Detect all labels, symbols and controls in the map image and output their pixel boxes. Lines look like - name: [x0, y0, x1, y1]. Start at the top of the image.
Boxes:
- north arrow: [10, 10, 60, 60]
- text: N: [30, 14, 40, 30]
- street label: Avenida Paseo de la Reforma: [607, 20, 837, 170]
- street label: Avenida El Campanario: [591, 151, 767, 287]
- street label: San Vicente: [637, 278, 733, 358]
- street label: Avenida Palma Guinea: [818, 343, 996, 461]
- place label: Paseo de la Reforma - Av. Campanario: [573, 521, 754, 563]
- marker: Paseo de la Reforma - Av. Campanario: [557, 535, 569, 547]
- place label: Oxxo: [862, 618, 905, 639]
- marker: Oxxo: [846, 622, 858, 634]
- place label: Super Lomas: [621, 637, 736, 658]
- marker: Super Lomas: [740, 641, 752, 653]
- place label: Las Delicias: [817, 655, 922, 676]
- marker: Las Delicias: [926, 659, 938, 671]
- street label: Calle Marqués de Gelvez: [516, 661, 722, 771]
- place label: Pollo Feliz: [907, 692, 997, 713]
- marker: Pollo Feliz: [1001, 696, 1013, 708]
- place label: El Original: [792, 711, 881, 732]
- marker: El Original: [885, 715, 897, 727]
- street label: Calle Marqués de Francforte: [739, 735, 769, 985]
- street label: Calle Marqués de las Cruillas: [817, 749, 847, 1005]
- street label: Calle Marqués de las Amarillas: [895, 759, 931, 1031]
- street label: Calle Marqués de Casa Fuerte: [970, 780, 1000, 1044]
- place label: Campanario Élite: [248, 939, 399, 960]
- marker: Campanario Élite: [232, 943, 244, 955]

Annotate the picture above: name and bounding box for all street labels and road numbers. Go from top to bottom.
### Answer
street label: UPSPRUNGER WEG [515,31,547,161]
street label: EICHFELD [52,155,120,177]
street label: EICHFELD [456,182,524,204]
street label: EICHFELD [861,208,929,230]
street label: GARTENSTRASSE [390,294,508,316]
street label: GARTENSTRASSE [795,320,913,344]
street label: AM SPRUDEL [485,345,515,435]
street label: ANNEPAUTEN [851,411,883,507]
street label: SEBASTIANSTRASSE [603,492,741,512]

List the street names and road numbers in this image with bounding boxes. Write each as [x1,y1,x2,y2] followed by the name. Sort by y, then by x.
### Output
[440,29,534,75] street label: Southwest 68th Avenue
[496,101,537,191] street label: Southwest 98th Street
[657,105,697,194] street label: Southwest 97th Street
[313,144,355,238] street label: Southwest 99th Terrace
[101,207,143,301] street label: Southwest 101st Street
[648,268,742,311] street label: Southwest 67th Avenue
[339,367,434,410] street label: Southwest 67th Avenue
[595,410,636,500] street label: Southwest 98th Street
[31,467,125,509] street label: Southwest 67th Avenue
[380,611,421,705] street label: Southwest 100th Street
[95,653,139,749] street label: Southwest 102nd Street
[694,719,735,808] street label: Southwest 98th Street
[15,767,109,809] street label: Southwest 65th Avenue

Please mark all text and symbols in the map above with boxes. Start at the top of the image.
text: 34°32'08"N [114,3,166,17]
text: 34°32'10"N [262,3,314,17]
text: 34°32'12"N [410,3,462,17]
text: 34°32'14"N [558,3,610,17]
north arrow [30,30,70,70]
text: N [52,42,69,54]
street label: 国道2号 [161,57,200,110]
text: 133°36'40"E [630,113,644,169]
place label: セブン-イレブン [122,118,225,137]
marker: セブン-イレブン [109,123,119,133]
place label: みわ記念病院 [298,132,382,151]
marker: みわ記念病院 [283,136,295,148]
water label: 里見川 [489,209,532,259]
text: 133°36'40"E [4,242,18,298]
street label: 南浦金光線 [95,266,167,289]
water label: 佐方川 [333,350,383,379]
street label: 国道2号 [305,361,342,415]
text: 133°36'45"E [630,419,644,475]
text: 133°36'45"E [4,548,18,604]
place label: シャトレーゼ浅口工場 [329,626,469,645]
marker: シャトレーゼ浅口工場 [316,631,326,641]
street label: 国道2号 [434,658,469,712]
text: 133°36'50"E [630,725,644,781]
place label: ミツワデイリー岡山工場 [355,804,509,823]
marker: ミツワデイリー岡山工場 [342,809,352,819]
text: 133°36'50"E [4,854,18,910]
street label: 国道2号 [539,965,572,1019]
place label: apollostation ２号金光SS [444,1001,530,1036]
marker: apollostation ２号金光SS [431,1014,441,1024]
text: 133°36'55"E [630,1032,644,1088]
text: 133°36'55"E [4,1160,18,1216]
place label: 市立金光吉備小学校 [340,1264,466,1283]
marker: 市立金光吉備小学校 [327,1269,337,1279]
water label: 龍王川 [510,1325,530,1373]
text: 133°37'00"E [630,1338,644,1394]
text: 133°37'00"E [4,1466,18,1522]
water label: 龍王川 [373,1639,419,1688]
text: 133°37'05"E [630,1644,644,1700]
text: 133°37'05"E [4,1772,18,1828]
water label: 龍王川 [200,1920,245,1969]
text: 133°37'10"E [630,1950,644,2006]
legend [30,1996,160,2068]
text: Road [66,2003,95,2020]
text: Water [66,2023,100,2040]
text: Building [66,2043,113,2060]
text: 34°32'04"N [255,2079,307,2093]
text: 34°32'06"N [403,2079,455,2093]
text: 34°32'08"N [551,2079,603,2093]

====

**Work task:** Extract every line containing the string "Feliz" from the material.

**Solution to this task:**
- place label: Pollo Feliz: [907, 692, 997, 713]
- marker: Pollo Feliz: [1001, 696, 1013, 708]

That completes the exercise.